Il metodo più efficace è inviare promemoria WhatsApp automatici ai pazienti il giorno prima. Il tasso di lettura supera il 90%, molto più alto degli SMS (45-60%). Con Appuntoo i promemoria partono automaticamente. Altre strategie: policy di cancellazione chiara, lista d'attesa per riempire gli slot liberi e conferma automatica al momento della prenotazione.

Quale software gestionale è meglio per uno studio dentistico?

Dipende dalle tue esigenze. Se cerchi un software verticale con funzionalità cliniche odontoiatriche avanzate (cartogramma parodontale, diagnostica AI), esistono soluzioni enterprise come XDENT. Se cerchi un gestionale completo che copra agenda multi-poltrona, fatturazione, Sistema TS, promemoria WhatsApp e statistiche — semplice, accessibile e senza costi nascosti — Appuntoo per dentisti è un'ottima alternativa a partire da 0 euro/mese. Consulta anche la nostra guida ai migliori software per dentisti.

Come gestire i preventivi per trattamenti complessi?

I preventivi vanno redatti per iscritto, con descrizione dettagliata di ogni trattamento previsto, il costo per ciascuna voce e il totale. Conserva il preventivo firmato dal paziente nella sua scheda. Con un gestionale, puoi allegare i documenti alla scheda paziente e tracciare lo stato dei pagamenti rispetto al piano di trattamento previsto.

Quanto guadagna uno studio dentistico?

Il fatturato di uno studio dentistico varia enormemente: un singolo professionista con una poltrona può fatturare tra 80.000 e 200.000 euro/anno, uno studio con 2-3 poltrone e collaboratori può superare i 300.000-500.000 euro. Il margine netto dipende dalla struttura dei costi. Monitorare costantemente fatturato e spese con una dashboard statistiche è essenziale per prendere decisioni informate sulla crescita.
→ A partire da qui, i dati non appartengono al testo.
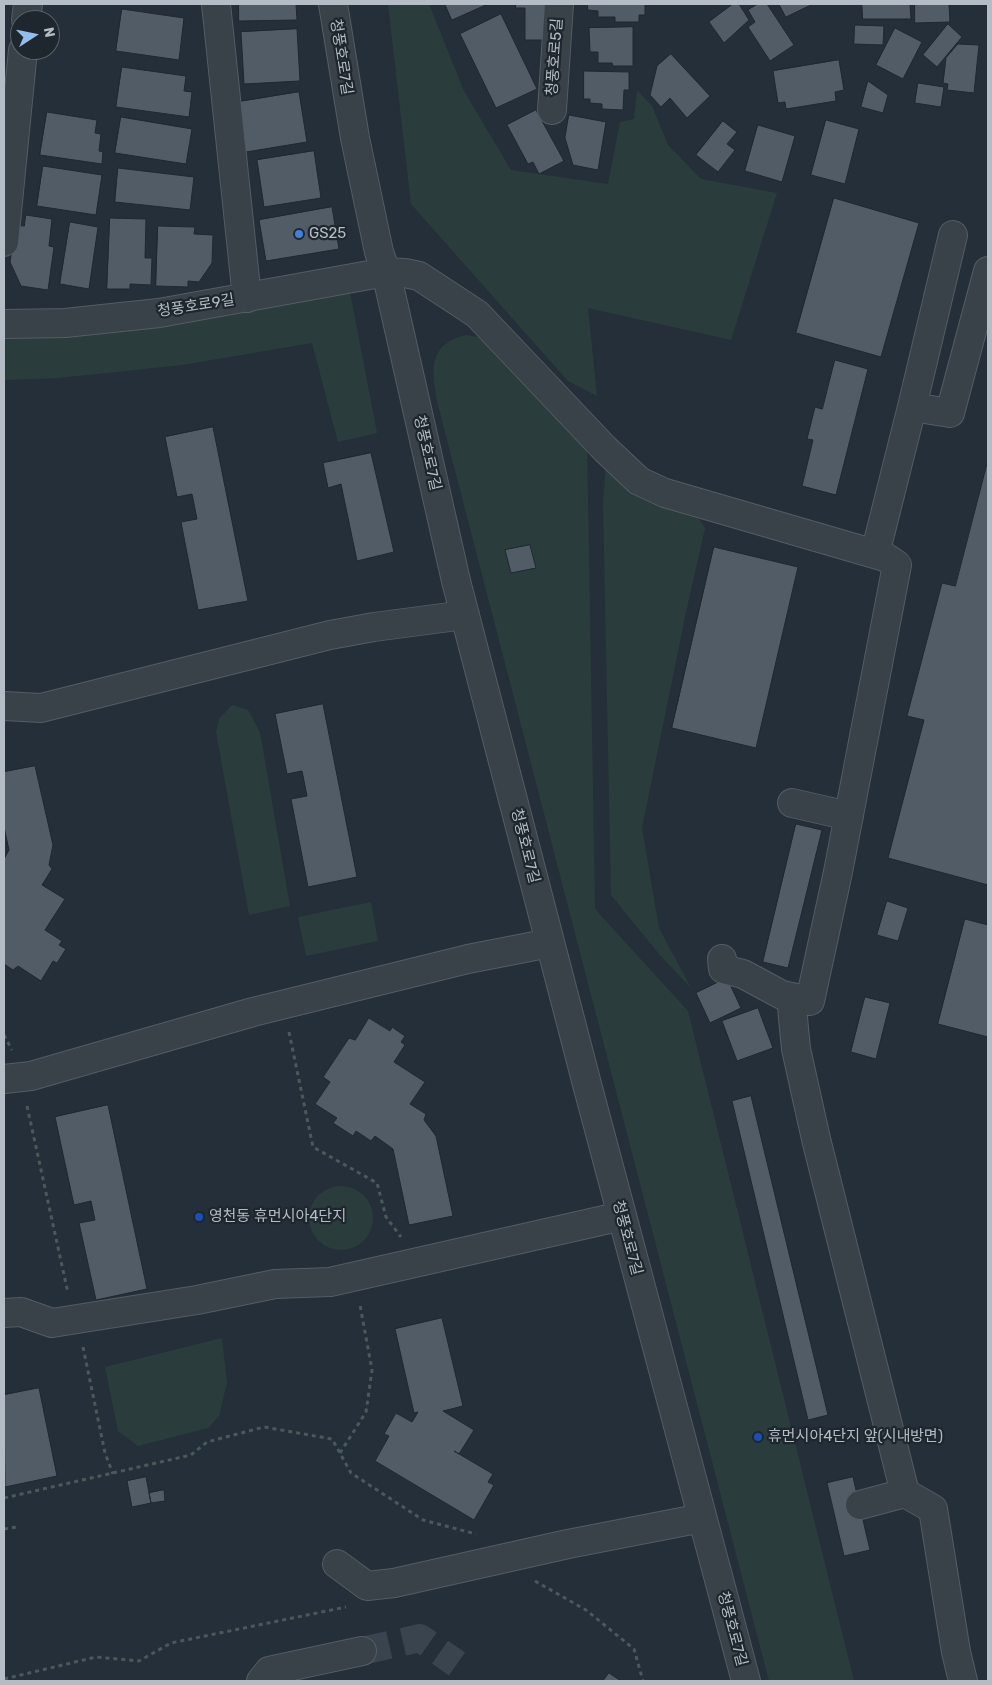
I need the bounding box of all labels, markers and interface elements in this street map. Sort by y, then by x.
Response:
north arrow [10,10,60,60]
street label: 청풍호로7길 [326,18,356,96]
street label: 청풍호로5길 [543,18,567,96]
text: N [40,26,59,39]
place label: GS25 [309,225,346,243]
marker: GS25 [293,228,305,240]
street label: 청풍호로9길 [156,291,236,321]
street label: 청풍호로7길 [410,414,444,492]
street label: 청풍호로7길 [507,807,543,885]
street label: 청풍호로7길 [608,1199,646,1277]
place label: 영천동 휴먼시아4단지 [209,1208,346,1226]
marker: 영천동 휴먼시아4단지 [193,1211,205,1223]
place label: 휴먼시아4단지 앞(시내방면) [768,1428,943,1446]
marker: 휴먼시아4단지 앞(시내방면) [752,1431,764,1443]
street label: 청풍호로7길 [713,1590,751,1668]

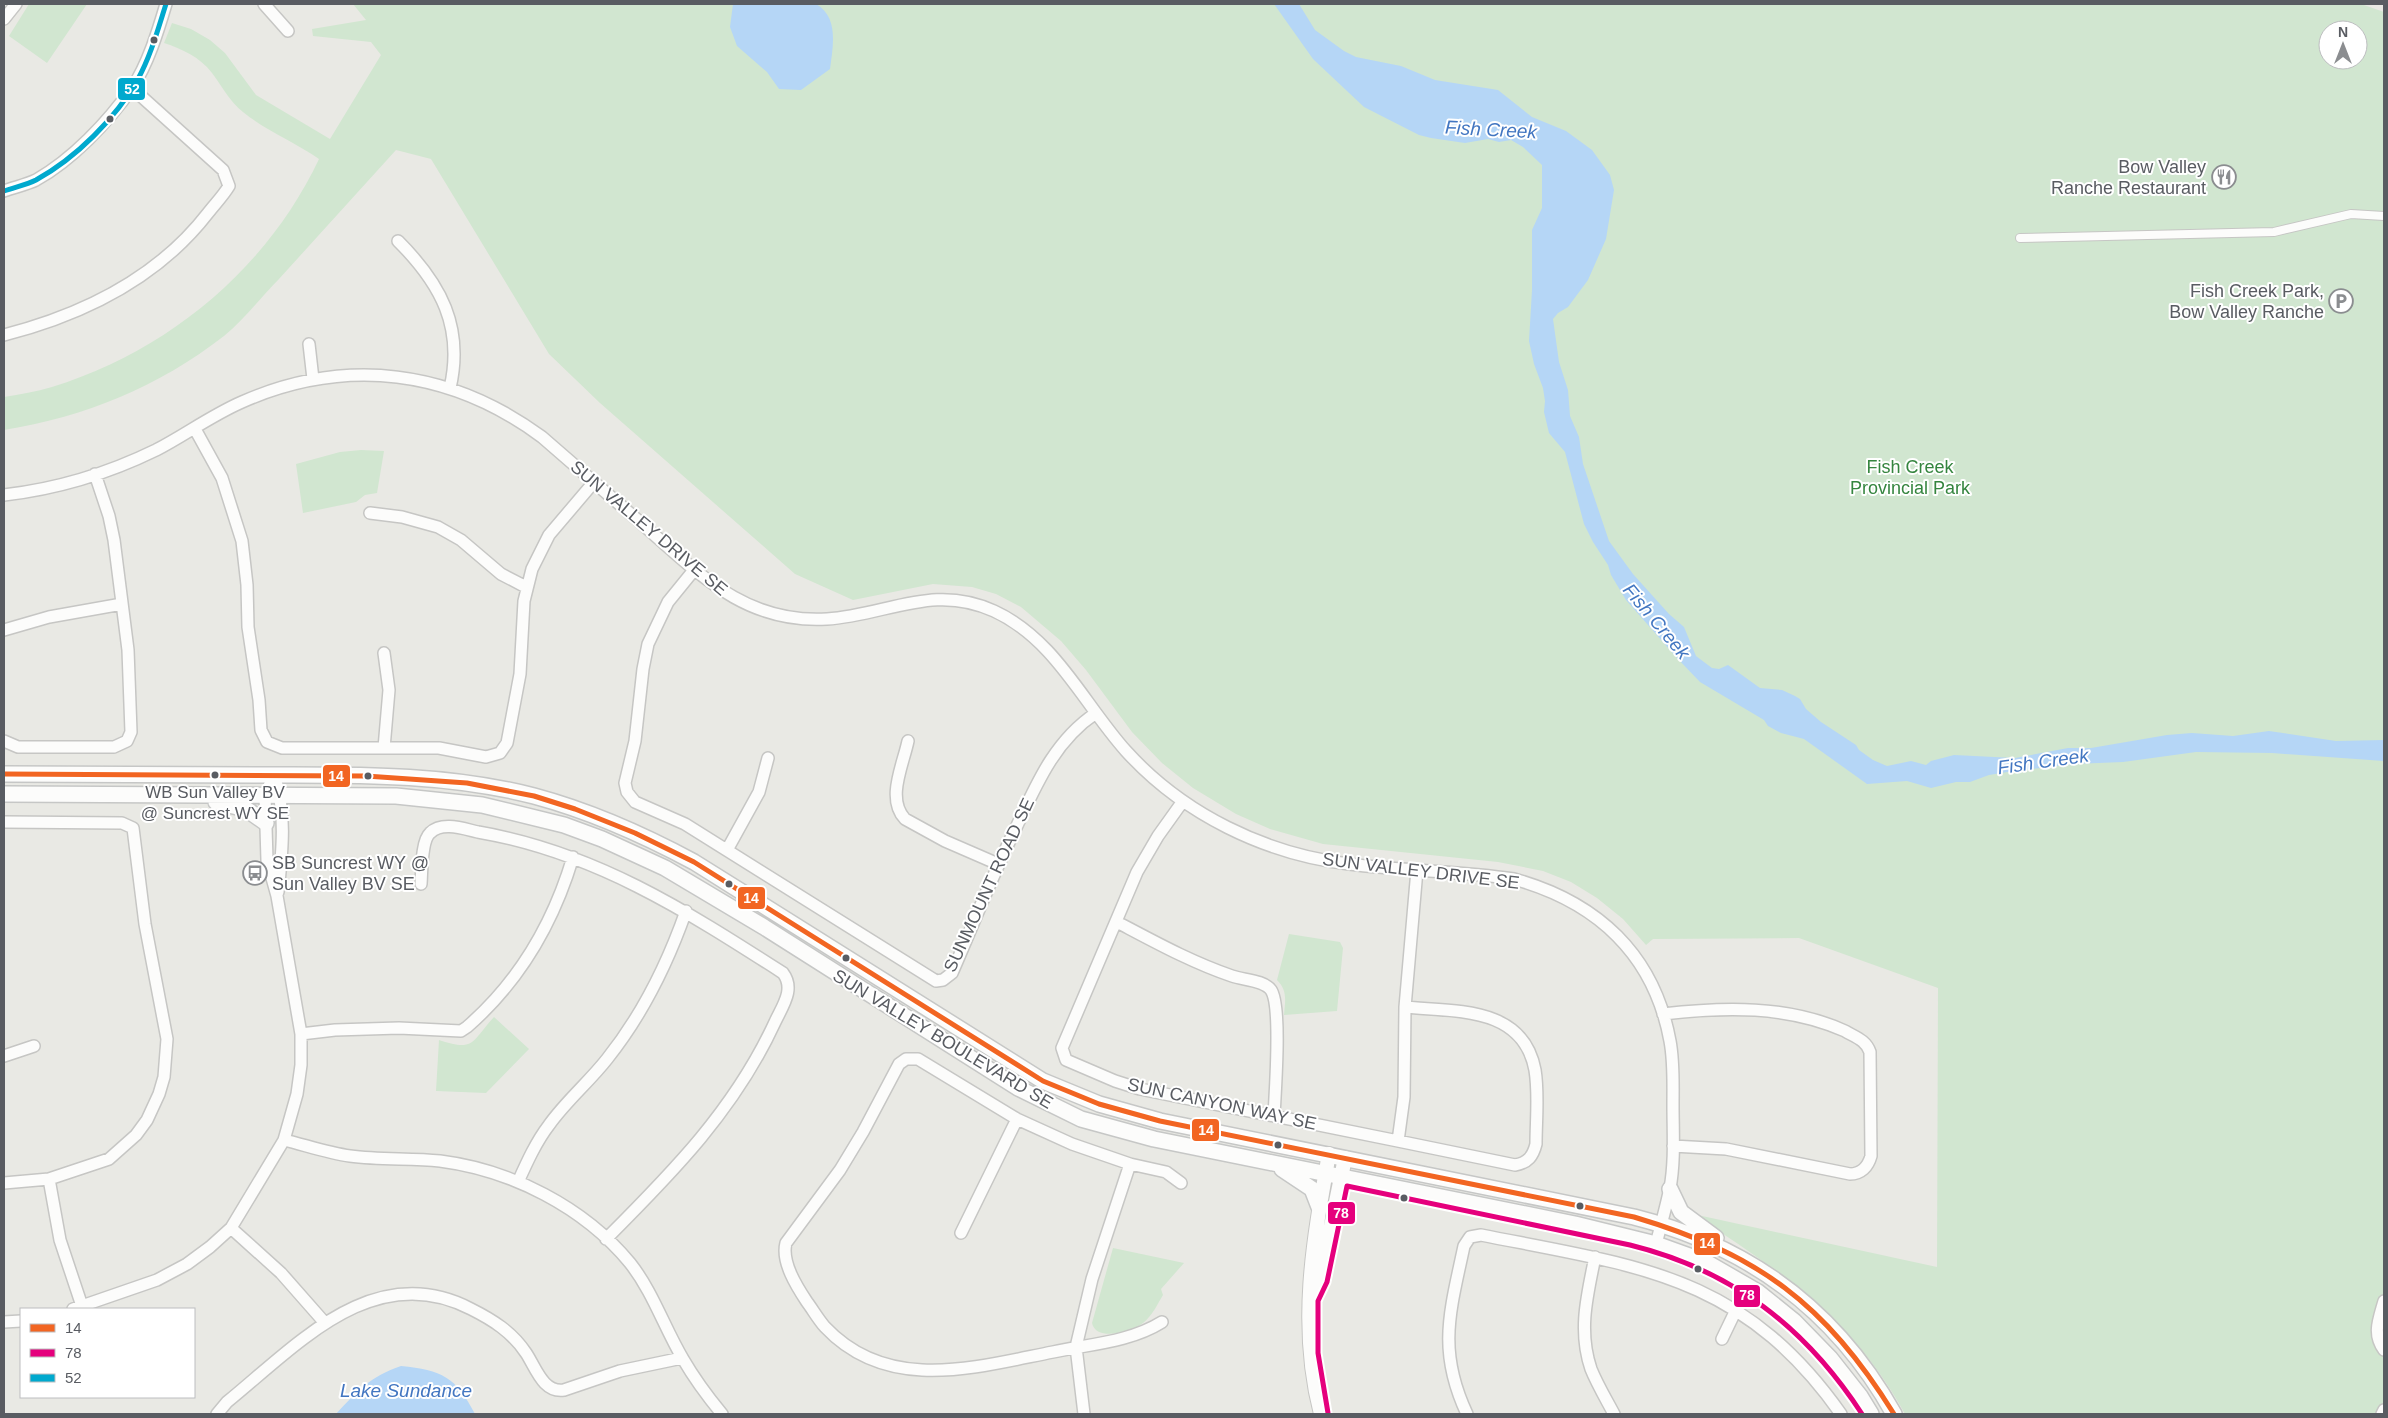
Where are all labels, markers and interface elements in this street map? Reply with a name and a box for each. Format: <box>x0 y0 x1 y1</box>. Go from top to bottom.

La polizza assicurativa è obbligatoria?

Sì, l'assicurazione RC professionale è obbligatoria per legge (Legge Gelli-Bianco, L. 24/2017). Copre i danni derivanti da errori professionali. L'odontoiatria è una delle professioni con il tasso di contenzioso più alto, quindi una copertura adeguata non è solo un obbligo ma una protezione fondamentale. Il costo varia da 300 a 2.000 euro/anno in base alla copertura e alle specializzazioni.


Conclusione

Gestire uno studio dentistico nel 2026 richiede molto più che competenze cliniche. Agenda multi-poltrona, gestione pazienti con piani di trattamento complessi, fatturazione con esenzione IVA e bollo, Sistema Tessera Sanitaria, promemoria per ridurre i no-show, gestione della segreteria, monitoraggio del fatturato, normativa — sono tutti aspetti che richiedono tempo, organizzazione e gli strumenti giusti. Lo studio dentistico che cresce è quello che riesce a gestire questa complessità in modo efficiente, liberando il tempo del dentista per ciò che sa fare meglio: curare i pazienti.